● **Exercise requirements**
Set down the whole listing that follows, precisely as written.

● **Working data**
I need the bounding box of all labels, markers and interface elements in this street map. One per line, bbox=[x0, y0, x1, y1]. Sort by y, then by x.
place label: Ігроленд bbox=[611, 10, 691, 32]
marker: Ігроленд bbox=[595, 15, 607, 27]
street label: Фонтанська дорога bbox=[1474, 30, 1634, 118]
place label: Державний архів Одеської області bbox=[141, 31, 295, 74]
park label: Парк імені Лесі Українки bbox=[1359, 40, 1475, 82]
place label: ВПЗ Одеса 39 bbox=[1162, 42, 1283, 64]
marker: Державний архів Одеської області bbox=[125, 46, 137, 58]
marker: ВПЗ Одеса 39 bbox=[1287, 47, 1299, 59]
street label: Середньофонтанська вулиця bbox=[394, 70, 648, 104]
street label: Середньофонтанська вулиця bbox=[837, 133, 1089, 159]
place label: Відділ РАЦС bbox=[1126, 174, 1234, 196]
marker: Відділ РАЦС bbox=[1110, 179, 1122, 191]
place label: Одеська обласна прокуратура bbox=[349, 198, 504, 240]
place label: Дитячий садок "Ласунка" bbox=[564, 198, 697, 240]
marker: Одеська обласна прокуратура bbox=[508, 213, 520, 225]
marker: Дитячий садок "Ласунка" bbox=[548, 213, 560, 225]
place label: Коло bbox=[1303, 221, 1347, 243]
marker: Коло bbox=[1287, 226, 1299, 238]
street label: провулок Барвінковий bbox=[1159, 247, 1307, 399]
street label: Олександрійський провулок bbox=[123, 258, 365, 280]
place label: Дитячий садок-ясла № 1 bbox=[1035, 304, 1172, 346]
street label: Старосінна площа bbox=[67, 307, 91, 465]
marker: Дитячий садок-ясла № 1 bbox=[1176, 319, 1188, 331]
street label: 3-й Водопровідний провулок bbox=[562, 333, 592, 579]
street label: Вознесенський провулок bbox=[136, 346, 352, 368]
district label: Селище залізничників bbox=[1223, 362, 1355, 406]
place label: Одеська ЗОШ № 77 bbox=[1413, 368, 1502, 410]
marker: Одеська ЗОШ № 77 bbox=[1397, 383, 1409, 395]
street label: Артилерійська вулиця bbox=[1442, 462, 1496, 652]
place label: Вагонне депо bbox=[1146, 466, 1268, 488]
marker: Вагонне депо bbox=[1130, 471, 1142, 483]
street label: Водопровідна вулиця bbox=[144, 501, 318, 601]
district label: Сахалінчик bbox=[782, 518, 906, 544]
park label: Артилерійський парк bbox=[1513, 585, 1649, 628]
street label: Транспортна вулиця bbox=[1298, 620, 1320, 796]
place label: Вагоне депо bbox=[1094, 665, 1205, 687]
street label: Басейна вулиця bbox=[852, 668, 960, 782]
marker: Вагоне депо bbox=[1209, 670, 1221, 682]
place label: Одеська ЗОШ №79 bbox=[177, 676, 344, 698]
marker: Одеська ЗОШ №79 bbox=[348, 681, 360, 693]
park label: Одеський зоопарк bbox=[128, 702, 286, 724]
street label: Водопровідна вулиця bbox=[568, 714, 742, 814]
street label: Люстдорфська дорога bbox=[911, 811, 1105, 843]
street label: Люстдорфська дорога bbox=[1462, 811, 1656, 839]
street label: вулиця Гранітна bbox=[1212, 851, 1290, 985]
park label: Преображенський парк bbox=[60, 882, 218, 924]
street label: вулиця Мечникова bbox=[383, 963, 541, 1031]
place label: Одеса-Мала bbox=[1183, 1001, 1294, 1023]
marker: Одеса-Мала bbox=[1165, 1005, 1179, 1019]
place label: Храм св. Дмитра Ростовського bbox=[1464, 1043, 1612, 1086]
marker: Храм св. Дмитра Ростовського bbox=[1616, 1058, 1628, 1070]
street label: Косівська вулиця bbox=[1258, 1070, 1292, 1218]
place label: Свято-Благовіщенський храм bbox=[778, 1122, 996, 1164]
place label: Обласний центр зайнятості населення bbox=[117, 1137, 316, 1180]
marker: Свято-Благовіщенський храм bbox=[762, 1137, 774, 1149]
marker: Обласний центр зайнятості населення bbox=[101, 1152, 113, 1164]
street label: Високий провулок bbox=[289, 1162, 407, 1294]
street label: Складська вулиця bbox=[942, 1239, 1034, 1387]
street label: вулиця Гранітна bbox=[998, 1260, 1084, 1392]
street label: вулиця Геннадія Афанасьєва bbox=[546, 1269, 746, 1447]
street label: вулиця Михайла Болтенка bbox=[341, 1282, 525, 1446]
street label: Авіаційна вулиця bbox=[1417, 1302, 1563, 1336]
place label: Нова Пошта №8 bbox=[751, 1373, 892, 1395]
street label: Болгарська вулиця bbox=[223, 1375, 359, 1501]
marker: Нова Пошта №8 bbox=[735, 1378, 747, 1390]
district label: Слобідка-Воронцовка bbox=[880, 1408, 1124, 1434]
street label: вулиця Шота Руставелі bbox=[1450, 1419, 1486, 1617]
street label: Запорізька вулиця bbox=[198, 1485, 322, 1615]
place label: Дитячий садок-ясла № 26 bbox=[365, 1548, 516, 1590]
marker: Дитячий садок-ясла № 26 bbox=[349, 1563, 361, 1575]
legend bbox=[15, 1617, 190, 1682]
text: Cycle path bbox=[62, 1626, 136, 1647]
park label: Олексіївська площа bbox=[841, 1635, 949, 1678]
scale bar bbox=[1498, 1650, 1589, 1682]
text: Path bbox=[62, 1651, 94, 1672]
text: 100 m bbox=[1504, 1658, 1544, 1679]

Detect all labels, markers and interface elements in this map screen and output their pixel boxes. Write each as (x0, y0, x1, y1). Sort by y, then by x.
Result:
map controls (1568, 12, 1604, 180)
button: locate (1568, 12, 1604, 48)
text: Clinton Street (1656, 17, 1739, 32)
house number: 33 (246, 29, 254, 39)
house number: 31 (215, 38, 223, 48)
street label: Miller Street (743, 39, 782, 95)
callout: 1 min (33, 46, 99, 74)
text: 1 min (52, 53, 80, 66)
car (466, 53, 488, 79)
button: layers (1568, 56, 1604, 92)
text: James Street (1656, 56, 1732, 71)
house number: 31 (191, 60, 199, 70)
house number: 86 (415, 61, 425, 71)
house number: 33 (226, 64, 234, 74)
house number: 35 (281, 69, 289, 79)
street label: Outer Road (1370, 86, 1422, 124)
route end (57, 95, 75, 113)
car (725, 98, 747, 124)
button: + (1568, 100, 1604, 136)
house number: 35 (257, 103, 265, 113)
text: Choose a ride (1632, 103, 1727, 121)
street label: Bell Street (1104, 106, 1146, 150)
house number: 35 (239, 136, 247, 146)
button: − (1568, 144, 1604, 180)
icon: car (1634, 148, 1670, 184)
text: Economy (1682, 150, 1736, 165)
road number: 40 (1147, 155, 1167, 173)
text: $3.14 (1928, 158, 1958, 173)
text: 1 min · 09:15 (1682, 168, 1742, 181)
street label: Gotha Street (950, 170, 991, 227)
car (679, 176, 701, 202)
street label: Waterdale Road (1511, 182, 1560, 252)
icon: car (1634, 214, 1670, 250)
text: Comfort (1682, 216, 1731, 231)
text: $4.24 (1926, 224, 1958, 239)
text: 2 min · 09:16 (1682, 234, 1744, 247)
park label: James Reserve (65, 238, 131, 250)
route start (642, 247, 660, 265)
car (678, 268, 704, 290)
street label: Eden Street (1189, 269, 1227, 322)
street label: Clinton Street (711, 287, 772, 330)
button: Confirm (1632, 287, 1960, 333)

● **Solution to the problem**
I need the bounding box of all labels, markers and interface elements in this street map. One per line, bbox=[x0, y0, x1, y1]. Sort by y, then by x.
place label: Ігроленд bbox=[611, 10, 691, 32]
marker: Ігроленд bbox=[595, 15, 607, 27]
street label: Фонтанська дорога bbox=[1474, 30, 1634, 118]
place label: Державний архів Одеської області bbox=[141, 31, 295, 74]
park label: Парк імені Лесі Українки bbox=[1359, 40, 1475, 82]
place label: ВПЗ Одеса 39 bbox=[1162, 42, 1283, 64]
marker: Державний архів Одеської області bbox=[125, 46, 137, 58]
marker: ВПЗ Одеса 39 bbox=[1287, 47, 1299, 59]
street label: Середньофонтанська вулиця bbox=[394, 70, 648, 104]
street label: Середньофонтанська вулиця bbox=[837, 133, 1089, 159]
place label: Відділ РАЦС bbox=[1126, 174, 1234, 196]
marker: Відділ РАЦС bbox=[1110, 179, 1122, 191]
place label: Одеська обласна прокуратура bbox=[349, 198, 504, 240]
place label: Дитячий садок "Ласунка" bbox=[564, 198, 697, 240]
marker: Одеська обласна прокуратура bbox=[508, 213, 520, 225]
marker: Дитячий садок "Ласунка" bbox=[548, 213, 560, 225]
place label: Коло bbox=[1303, 221, 1347, 243]
marker: Коло bbox=[1287, 226, 1299, 238]
street label: провулок Барвінковий bbox=[1159, 247, 1307, 399]
street label: Олександрійський провулок bbox=[123, 258, 365, 280]
place label: Дитячий садок-ясла № 1 bbox=[1035, 304, 1172, 346]
street label: Старосінна площа bbox=[67, 307, 91, 465]
marker: Дитячий садок-ясла № 1 bbox=[1176, 319, 1188, 331]
street label: 3-й Водопровідний провулок bbox=[562, 333, 592, 579]
street label: Вознесенський провулок bbox=[136, 346, 352, 368]
district label: Селище залізничників bbox=[1223, 362, 1355, 406]
place label: Одеська ЗОШ № 77 bbox=[1413, 368, 1502, 410]
marker: Одеська ЗОШ № 77 bbox=[1397, 383, 1409, 395]
street label: Артилерійська вулиця bbox=[1442, 462, 1496, 652]
place label: Вагонне депо bbox=[1146, 466, 1268, 488]
marker: Вагонне депо bbox=[1130, 471, 1142, 483]
street label: Водопровідна вулиця bbox=[144, 501, 318, 601]
district label: Сахалінчик bbox=[782, 518, 906, 544]
park label: Артилерійський парк bbox=[1513, 585, 1649, 628]
street label: Транспортна вулиця bbox=[1298, 620, 1320, 796]
place label: Вагоне депо bbox=[1094, 665, 1205, 687]
street label: Басейна вулиця bbox=[852, 668, 960, 782]
marker: Вагоне депо bbox=[1209, 670, 1221, 682]
place label: Одеська ЗОШ №79 bbox=[177, 676, 344, 698]
marker: Одеська ЗОШ №79 bbox=[348, 681, 360, 693]
park label: Одеський зоопарк bbox=[128, 702, 286, 724]
street label: Водопровідна вулиця bbox=[568, 714, 742, 814]
street label: Люстдорфська дорога bbox=[911, 811, 1105, 843]
street label: Люстдорфська дорога bbox=[1462, 811, 1656, 839]
street label: вулиця Гранітна bbox=[1212, 851, 1290, 985]
park label: Преображенський парк bbox=[60, 882, 218, 924]
street label: вулиця Мечникова bbox=[383, 963, 541, 1031]
place label: Одеса-Мала bbox=[1183, 1001, 1294, 1023]
marker: Одеса-Мала bbox=[1165, 1005, 1179, 1019]
place label: Храм св. Дмитра Ростовського bbox=[1464, 1043, 1612, 1086]
marker: Храм св. Дмитра Ростовського bbox=[1616, 1058, 1628, 1070]
street label: Косівська вулиця bbox=[1258, 1070, 1292, 1218]
place label: Свято-Благовіщенський храм bbox=[778, 1122, 996, 1164]
place label: Обласний центр зайнятості населення bbox=[117, 1137, 316, 1180]
marker: Свято-Благовіщенський храм bbox=[762, 1137, 774, 1149]
marker: Обласний центр зайнятості населення bbox=[101, 1152, 113, 1164]
street label: Високий провулок bbox=[289, 1162, 407, 1294]
street label: Складська вулиця bbox=[942, 1239, 1034, 1387]
street label: вулиця Гранітна bbox=[998, 1260, 1084, 1392]
street label: вулиця Геннадія Афанасьєва bbox=[546, 1269, 746, 1447]
street label: вулиця Михайла Болтенка bbox=[341, 1282, 525, 1446]
street label: Авіаційна вулиця bbox=[1417, 1302, 1563, 1336]
place label: Нова Пошта №8 bbox=[751, 1373, 892, 1395]
street label: Болгарська вулиця bbox=[223, 1375, 359, 1501]
marker: Нова Пошта №8 bbox=[735, 1378, 747, 1390]
district label: Слобідка-Воронцовка bbox=[880, 1408, 1124, 1434]
street label: вулиця Шота Руставелі bbox=[1450, 1419, 1486, 1617]
street label: Запорізька вулиця bbox=[198, 1485, 322, 1615]
place label: Дитячий садок-ясла № 26 bbox=[365, 1548, 516, 1590]
marker: Дитячий садок-ясла № 26 bbox=[349, 1563, 361, 1575]
legend bbox=[15, 1617, 190, 1682]
text: Cycle path bbox=[62, 1626, 136, 1647]
park label: Олексіївська площа bbox=[841, 1635, 949, 1678]
scale bar bbox=[1498, 1650, 1589, 1682]
text: Path bbox=[62, 1651, 94, 1672]
text: 100 m bbox=[1504, 1658, 1544, 1679]

Detect all labels, markers and interface elements in this map screen and output their pixel boxes. Write each as (x0, y0, x1, y1). Sort by y, then by x.
Result:
map controls (1568, 12, 1604, 180)
button: locate (1568, 12, 1604, 48)
text: Clinton Street (1656, 17, 1739, 32)
house number: 33 (246, 29, 254, 39)
house number: 31 (215, 38, 223, 48)
street label: Miller Street (743, 39, 782, 95)
callout: 1 min (33, 46, 99, 74)
text: 1 min (52, 53, 80, 66)
car (466, 53, 488, 79)
button: layers (1568, 56, 1604, 92)
text: James Street (1656, 56, 1732, 71)
house number: 31 (191, 60, 199, 70)
house number: 86 (415, 61, 425, 71)
house number: 33 (226, 64, 234, 74)
house number: 35 (281, 69, 289, 79)
street label: Outer Road (1370, 86, 1422, 124)
route end (57, 95, 75, 113)
car (725, 98, 747, 124)
button: + (1568, 100, 1604, 136)
house number: 35 (257, 103, 265, 113)
text: Choose a ride (1632, 103, 1727, 121)
street label: Bell Street (1104, 106, 1146, 150)
house number: 35 (239, 136, 247, 146)
button: − (1568, 144, 1604, 180)
icon: car (1634, 148, 1670, 184)
text: Economy (1682, 150, 1736, 165)
road number: 40 (1147, 155, 1167, 173)
text: $3.14 (1928, 158, 1958, 173)
text: 1 min · 09:15 (1682, 168, 1742, 181)
street label: Gotha Street (950, 170, 991, 227)
car (679, 176, 701, 202)
street label: Waterdale Road (1511, 182, 1560, 252)
icon: car (1634, 214, 1670, 250)
text: Comfort (1682, 216, 1731, 231)
text: $4.24 (1926, 224, 1958, 239)
text: 2 min · 09:16 (1682, 234, 1744, 247)
park label: James Reserve (65, 238, 131, 250)
route start (642, 247, 660, 265)
car (678, 268, 704, 290)
street label: Eden Street (1189, 269, 1227, 322)
street label: Clinton Street (711, 287, 772, 330)
button: Confirm (1632, 287, 1960, 333)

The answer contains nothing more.